Complex II-linked mitochondrial respiration is upregulated during postnatal development in high-altitude grown mice.

Recently, we have shown that chronic normobaric hypoxia (12% O - 21 days) triggers mitochondrial and cell- metabolic plasticity in the retrosplenial cortex of male adult FVB mice but not in SD rats. In these animals we reported a transient upregulation of anaerobic metabolic pathways (glycolysis + lactate metabolism) followed by an attenuation in the mitochondrial respiration. These results pointed to an optimized use of oxygen at cellular level in an area of the brain responsible of processing visual information and spatial memory. Features of great importance in the biological fitness. In the current work we investigate how the residence in high altitude (La Paz - Bolivia, 3,600 m) affects the developmental profile of the mitochondrial respiratory efficiency in the retrosplenial cortex of mice and rats. We hypothesize that the mitochondrial plasticity observed in adult mice will have a process of maturation during postnatal development. This response shall be absent in rats. To do so, we measured the mitochondrial oxygen consumption rate (OCR) in saponin-permeabilized brain samples from FVB mice and SD rats born and grown in La Paz. The animals were sacrificed at postnatal ages p7, p14, p21, and adulthood (P90), and the OCR linked to the use of NADH (N pathway), FADH (S pathway), or both (NS pathway) was quantified by means of high-resolution respirometry (OROBOROS). Our results show a pattern of maturation (increase) of the mitochondrial respiration in the retrosplenial cortex along with the postnatal development (21 days+) of mice and rats.
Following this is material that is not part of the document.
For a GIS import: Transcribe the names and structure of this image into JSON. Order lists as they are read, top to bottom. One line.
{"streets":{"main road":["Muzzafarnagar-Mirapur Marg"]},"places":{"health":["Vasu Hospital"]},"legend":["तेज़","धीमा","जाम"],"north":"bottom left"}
However, an upregulation of the participation of the S pathway (complex II-linked) in the mitochondrial respiration was observed during the first three weeks of age only in mice. This observation supports previous works suggesting a key role of the complex II and succinate (substrate of complex II) in the successful cellular and mitochondrial acclimatization to hypoxia. These findings contribute to further establish FVB mice and SD rats as a model to study divergent acclimatization to hypoxia.